YOUR ASSIGNMENT: Please copy, character for character, each line from the beginning of the listing to the line containing "For a GIS import: Extract", including both.

DATA:

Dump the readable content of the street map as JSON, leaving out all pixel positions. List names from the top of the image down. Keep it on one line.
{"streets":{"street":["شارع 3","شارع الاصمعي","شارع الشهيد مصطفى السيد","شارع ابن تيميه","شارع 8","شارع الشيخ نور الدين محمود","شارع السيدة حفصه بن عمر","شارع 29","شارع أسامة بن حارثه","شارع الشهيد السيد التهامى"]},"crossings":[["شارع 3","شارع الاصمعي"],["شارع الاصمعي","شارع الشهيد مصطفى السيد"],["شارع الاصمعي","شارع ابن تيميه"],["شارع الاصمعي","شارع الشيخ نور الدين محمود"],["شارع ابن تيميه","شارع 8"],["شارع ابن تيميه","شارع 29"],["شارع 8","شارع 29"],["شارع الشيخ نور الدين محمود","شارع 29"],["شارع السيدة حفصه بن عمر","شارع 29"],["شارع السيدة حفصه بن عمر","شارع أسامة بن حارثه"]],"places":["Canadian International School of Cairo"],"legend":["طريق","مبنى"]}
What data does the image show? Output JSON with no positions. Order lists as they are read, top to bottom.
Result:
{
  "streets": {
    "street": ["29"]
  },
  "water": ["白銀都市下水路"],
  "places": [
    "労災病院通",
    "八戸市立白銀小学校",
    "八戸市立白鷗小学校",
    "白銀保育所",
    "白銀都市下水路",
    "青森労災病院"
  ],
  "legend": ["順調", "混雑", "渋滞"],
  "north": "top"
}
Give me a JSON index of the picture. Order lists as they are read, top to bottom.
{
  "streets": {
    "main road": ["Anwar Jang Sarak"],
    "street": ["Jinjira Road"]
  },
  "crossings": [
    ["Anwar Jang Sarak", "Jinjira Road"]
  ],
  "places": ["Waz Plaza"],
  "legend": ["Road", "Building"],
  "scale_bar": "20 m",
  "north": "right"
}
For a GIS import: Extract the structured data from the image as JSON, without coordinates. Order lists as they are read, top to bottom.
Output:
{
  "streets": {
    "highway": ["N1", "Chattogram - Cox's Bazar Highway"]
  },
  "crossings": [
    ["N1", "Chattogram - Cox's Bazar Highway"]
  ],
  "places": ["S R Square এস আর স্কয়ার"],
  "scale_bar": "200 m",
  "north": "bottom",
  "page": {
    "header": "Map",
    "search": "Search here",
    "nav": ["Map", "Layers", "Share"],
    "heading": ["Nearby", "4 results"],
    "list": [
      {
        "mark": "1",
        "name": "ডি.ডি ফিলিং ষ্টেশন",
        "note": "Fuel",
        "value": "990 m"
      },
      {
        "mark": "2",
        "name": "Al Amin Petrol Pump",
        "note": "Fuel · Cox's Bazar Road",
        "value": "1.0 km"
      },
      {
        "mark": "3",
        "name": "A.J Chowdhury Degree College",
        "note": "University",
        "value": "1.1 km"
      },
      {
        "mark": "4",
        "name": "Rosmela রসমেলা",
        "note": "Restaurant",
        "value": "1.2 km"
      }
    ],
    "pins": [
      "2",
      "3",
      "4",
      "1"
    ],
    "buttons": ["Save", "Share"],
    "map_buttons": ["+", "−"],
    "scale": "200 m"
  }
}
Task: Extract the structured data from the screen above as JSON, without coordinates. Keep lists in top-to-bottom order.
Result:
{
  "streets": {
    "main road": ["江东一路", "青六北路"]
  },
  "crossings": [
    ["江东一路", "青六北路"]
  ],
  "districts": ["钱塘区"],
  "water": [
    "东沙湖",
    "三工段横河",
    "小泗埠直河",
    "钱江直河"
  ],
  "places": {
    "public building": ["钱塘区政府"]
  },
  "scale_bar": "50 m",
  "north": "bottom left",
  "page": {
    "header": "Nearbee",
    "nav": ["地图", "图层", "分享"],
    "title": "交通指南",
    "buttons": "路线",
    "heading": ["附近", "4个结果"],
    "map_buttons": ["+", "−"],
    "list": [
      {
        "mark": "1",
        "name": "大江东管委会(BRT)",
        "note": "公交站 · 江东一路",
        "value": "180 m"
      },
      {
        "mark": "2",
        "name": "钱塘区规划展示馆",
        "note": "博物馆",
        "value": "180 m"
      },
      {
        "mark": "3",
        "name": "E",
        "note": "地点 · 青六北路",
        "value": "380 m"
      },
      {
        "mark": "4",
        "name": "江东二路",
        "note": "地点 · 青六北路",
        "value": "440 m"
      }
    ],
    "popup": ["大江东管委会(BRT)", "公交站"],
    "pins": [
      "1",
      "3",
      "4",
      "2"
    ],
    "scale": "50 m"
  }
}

TASK RESULT:
Dump the readable content of the street map as JSON, leaving out all pixel positions. List names from the top of the image down. Keep it on one line.
{"streets":{"street":["شارع 3","شارع الاصمعي","شارع الشهيد مصطفى السيد","شارع ابن تيميه","شارع 8","شارع الشيخ نور الدين محمود","شارع السيدة حفصه بن عمر","شارع 29","شارع أسامة بن حارثه","شارع الشهيد السيد التهامى"]},"crossings":[["شارع 3","شارع الاصمعي"],["شارع الاصمعي","شارع الشهيد مصطفى السيد"],["شارع الاصمعي","شارع ابن تيميه"],["شارع الاصمعي","شارع الشيخ نور الدين محمود"],["شارع ابن تيميه","شارع 8"],["شارع ابن تيميه","شارع 29"],["شارع 8","شارع 29"],["شارع الشيخ نور الدين محمود","شارع 29"],["شارع السيدة حفصه بن عمر","شارع 29"],["شارع السيدة حفصه بن عمر","شارع أسامة بن حارثه"]],"places":["Canadian International School of Cairo"],"legend":["طريق","مبنى"]}
What data does the image show? Output JSON with no positions. Order lists as they are read, top to bottom.
Result:
{
  "streets": {
    "street": ["29"]
  },
  "water": ["白銀都市下水路"],
  "places": [
    "労災病院通",
    "八戸市立白銀小学校",
    "八戸市立白鷗小学校",
    "白銀保育所",
    "白銀都市下水路",
    "青森労災病院"
  ],
  "legend": ["順調", "混雑", "渋滞"],
  "north": "top"
}
Give me a JSON index of the picture. Order lists as they are read, top to bottom.
{
  "streets": {
    "main road": ["Anwar Jang Sarak"],
    "street": ["Jinjira Road"]
  },
  "crossings": [
    ["Anwar Jang Sarak", "Jinjira Road"]
  ],
  "places": ["Waz Plaza"],
  "legend": ["Road", "Building"],
  "scale_bar": "20 m",
  "north": "right"
}
For a GIS import: Extract the structured data from the image as JSON, without coordinates. Order lists as they are read, top to bottom.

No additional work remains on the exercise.